I'm not sure if I am going at this the right/best way, but when I wake up in the morning and all I can think about is "what do I have to do today to move the documentary project forward" I guess I'm on the right track.

"Kaukauna & King: 50 Years Later" has been bouncing around in my mind for, oh... 50 years. Early i 2016, I found the student newspaper, The King's Page that I saved since 1966 and realized that it had been 50 years since this event took place.  I have been obsessed with doing a documentary film about the exchange ever since.

My former news director once wrote an article of advice for potential employers who considered hiring journalists for other professions. One of the reasons she pointed out was that journalists don't quit when they are in pursuit of a story. Here is what Jill Geisler wrote:

8. Journalists have a great work ethic. If you've ever complained that your team has a 9-to-5 approach to the job, hire a journalist. Some may think they're crazy, but they've often followed stories, not schedules. They've dropped everything for breaking news. They've gotten up in the middle of the night to catch a perfect picture of the moon or listen to a source who could talk only in darkness. They took on the work of laid-off colleagues while still doing their own, for as long as they could. And they still have energy.

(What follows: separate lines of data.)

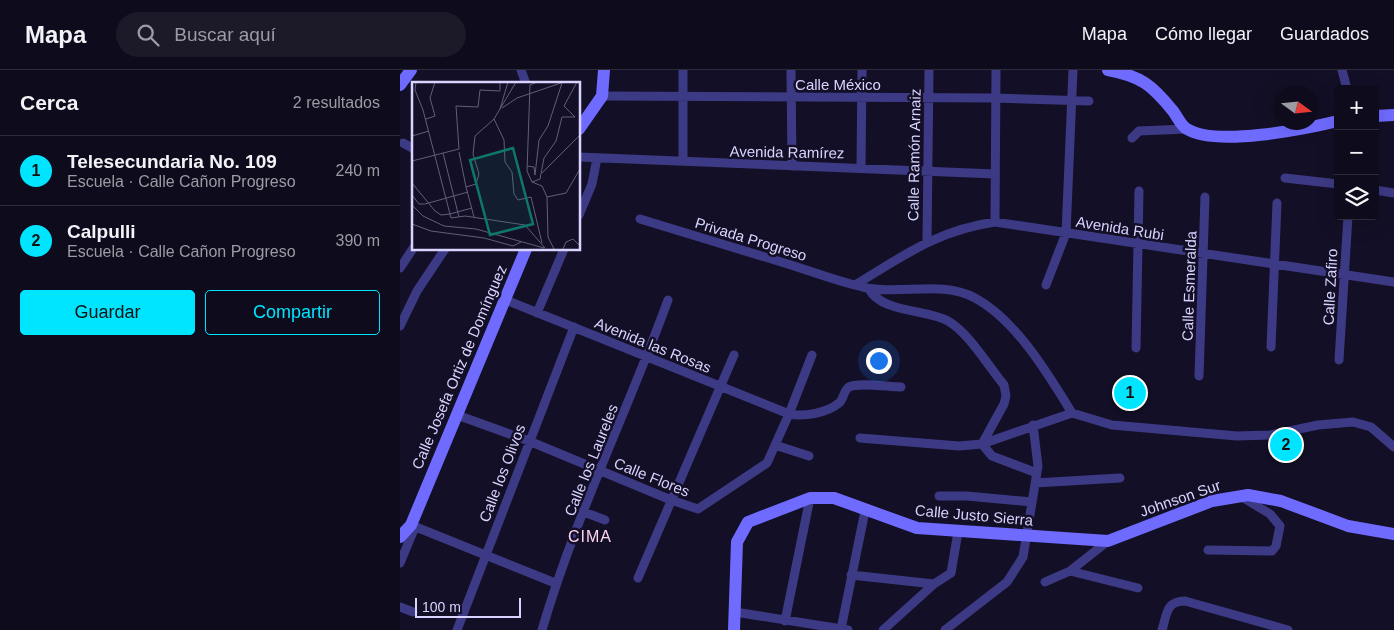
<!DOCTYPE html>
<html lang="es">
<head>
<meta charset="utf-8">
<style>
  body { margin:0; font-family:Helvetica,sans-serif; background:#1c1929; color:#f1f3f6 }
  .controls { position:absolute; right:15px; top:15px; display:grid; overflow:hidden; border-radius:5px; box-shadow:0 5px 20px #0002 }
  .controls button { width:45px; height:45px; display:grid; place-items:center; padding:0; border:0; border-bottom:1px solid #2e2b3b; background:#0e0b1c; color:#f1f3f6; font:25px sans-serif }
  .compass { position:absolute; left:874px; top:15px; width:45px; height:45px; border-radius:50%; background:#0e0b1c; box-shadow:0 5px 20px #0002; rotate:105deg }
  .scale { position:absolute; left:15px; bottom:12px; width:106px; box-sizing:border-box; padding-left:5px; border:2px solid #d9d4ff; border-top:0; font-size:14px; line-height:18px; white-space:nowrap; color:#d9d4ff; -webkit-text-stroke:4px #130f26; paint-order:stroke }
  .you { position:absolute; left:478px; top:290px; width:18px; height:18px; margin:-12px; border:4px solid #fff; border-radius:50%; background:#1a73e8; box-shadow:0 0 0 8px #1a73e833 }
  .badge { display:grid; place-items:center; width:32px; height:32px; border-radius:50%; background:#00e5ff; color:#111; font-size:16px; font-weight:700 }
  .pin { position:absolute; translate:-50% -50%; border:2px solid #fff; box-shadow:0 1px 5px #0006 }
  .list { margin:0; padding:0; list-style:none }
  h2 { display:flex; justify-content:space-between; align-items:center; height:65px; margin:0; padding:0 20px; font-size:21px }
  h2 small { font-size:16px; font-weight:400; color:#9b9ba3 }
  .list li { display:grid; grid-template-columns:32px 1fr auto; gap:15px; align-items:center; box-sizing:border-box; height:70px; padding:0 20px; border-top:1px solid #2e2b3b }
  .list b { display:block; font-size:19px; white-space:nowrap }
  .list p { margin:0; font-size:16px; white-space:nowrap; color:#9b9ba3 }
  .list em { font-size:16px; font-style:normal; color:#9b9ba3 }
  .actions { display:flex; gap:10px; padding:15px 20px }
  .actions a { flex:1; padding:11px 0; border:1px solid #00e5ff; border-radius:5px; text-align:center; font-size:18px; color:#00e5ff }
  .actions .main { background:#00e5ff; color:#111 }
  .icon { flex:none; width:28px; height:28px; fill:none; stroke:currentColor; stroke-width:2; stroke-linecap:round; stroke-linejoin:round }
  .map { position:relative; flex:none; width:994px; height:560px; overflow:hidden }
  header { display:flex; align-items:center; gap:30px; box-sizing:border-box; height:70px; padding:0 25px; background:#0e0b1c; border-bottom:1px solid #2e2b3b }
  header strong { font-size:24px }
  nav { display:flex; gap:28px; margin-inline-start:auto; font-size:18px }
  .search { width:350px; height:45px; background:#1c1929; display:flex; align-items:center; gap:12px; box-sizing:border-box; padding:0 18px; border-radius:28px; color:#9b9ba3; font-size:19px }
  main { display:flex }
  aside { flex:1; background:#0e0b1c }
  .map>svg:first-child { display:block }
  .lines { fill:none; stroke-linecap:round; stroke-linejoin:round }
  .street { stroke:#3d3a85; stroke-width:9 }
  .secondary { stroke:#6f6bff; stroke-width:12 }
  .labels { text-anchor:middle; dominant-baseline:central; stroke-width:5; stroke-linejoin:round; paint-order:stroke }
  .street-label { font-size:15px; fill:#d9d4ff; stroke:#130f26 }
  .neighbourhood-label { font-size:16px; letter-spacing:1px; fill:#ffd6f0; stroke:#130f26 }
  .inset-road { fill:none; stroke:#625e7d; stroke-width:1 }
  .view { fill:#0f766e; fill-opacity:0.15; stroke:#0f766e; stroke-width:2.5 }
  .inset-edge { fill:none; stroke:#d9d4ff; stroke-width:2.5 }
</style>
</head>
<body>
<header>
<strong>Mapa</strong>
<div class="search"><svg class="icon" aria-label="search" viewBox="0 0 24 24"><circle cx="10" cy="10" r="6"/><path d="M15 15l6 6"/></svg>Buscar aquí</div>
<nav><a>Mapa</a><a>Cómo llegar</a><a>Guardados</a></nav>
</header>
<main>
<aside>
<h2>Cerca<small>2 resultados</small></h2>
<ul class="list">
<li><span class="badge">1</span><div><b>Telesecundaria No. 109</b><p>Escuela · Calle Cañon Progreso</p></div><em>240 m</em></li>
<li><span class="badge">2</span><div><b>Calpulli</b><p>Escuela · Calle Cañon Progreso</p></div><em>390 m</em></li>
</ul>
<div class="actions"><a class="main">Guardar</a><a>Compartir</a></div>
</aside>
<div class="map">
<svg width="994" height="560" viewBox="0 0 994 560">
  <rect width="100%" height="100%" fill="#130f26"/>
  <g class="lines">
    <path class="street" d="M121,0L126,14
      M283,0V91
      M391,0L392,96
      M942,0L947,19
      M202,26L595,28L689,31
      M732,68L739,61L787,59
      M3,73L14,79
      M179,87L595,104
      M461,97L462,0
      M885,108L938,114
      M975,120L994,123
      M179,145L192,114L197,88
      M240,149C290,164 341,180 391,195C416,203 442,213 467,218C503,225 542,210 575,228C616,250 648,304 672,343
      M595,152L596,0
      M527,171L529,0
      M0,198L14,177
      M455,215C503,186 538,160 595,152L994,212
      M646,215L666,163L673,0
      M469,219C482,243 526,239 548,251C568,262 589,297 604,315L606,326L604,334L582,374
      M106,230L389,344C404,347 427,343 439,333C444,329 443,321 449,317C458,312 489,317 501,317
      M137,243L164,179
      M0,256L17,221L45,179
      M871,277L877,133
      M736,278L739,121
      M939,290L948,146
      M799,306L805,127
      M672,343L712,355L837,366L870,365L918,355L953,352L971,357L994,377
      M57,345L129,371L271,430L298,439L367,393L389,344L412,285
      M460,368L559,376L582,374L672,343
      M582,374L592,386L637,403
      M375,375L409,386
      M635,413L720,408
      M539,426H567L632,432
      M184,442L205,450
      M11,455L155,513
      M808,480L872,481L876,476L880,456L870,444L842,427
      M0,493L15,457
      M670,501L738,518
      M451,505L534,514
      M238,508L334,285
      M645,512L670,501L708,471
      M0,537L13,542
      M335,542L448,560
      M385,551L410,428
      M441,559L465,441
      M57,560L174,257
      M142,560C175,447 228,340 268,230
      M483,560L534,514L551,503L558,462
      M545,560L607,512L623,487L638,396L633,355
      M762,560C767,544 766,531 785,531L888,560"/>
    <path class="secondary" d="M708,0C741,6 752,15 773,41C777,46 781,56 787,59C816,77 905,59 938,51
      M0,15L11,0
      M975,46L994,45
      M179,59L202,26L204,0
      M0,467L11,455L126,179
      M334,560L337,472L348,452L410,428H434L517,458L708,471L812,431L848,425L881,431L948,456L994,464"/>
  </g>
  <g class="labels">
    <g class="street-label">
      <text x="438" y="14">Calle México</text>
      <text transform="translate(387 82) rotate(1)">Avenida Ramírez</text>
      <text transform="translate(514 85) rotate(-89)">Calle Ramón Arnaiz</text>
      <text transform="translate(720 158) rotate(9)">Avenida Rubi</text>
      <text transform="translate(351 169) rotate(17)">Privada Progreso</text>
      <text transform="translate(789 216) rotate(-88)">Calle Esmeralda</text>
      <text transform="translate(930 217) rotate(-87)">Calle Zafiro</text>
      <text transform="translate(253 275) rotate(22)">Avenida las Rosas</text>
      <text transform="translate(59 297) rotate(-67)">Calle Josefa Ortiz de Domínguez</text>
      <text transform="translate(191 390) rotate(-68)">Calle los Laureles</text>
      <text transform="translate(102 403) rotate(-69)">Calle los Olivos</text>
      <text transform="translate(252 407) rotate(22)">Calle Flores</text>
      <text transform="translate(780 428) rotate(-19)">Johnson Sur</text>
      <text transform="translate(574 445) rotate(5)">Calle Justo Sierra</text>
    </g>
    <g class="neighbourhood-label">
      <text x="190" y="466">CIMA</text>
    </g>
  </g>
  <g transform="translate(12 12)">
    <rect width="168" height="168" fill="#130f26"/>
    <path class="inset-road" d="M4,0L3,8L11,28M68,8L88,9V0M90,26L105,16L149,1M88,27L96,0M11,28L39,136L53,134L113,143L133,166M14,37L23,34L18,16L23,0M82,37L92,58L93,80L100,90L102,112L106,118L119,115L130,161M0,54L17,49M47,70L54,105M31,71L47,135M0,79L47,67L44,24L66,25L68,8M115,84L122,85L123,93M130,91L168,53M123,93L127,58L136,44L150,1M120,100L128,97L132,76L144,59L150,35H163L152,24L165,0M120,100L115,89L118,3L125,0M120,100L130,104L135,115M0,101L23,129L29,133L38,132M0,113L7,122H13L56,110M0,123L11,134L32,144L64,147L132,166M38,132L60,126M62,135L54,105L64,102L67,92L61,72L63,54L82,37L104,0M0,142L19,149L72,156L101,164L109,160M142,167L136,155L135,115L154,111L168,87M151,167L154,160L161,157L168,164"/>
    <path class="view" d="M101,66L121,142L78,153L58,78Z"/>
    <rect width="168" height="168" class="inset-edge"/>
  </g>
</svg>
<div class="controls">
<button>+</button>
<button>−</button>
<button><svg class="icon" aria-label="layers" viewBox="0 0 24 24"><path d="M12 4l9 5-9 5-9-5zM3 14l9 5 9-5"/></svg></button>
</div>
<svg class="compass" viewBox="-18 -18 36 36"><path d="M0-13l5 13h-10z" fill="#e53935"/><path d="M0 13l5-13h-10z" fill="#9b9ba3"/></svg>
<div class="scale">100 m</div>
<div class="you"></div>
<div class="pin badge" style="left:730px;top:323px">1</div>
<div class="pin badge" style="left:886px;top:375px">2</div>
</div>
</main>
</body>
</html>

I have been plugging away at this project  7 days a week since about March (I don't remember the exact day I started... should have checked that fact) and it occupies my mind for about 12 hours a day.

Don't get me wrong, I am not bragging just explaining how this project has consumed me. 

Right now I am struggling with the hardest part, so far... finding funding to make this obsession  become reality. And, like all other journalists, I'm not giving up until it's finished.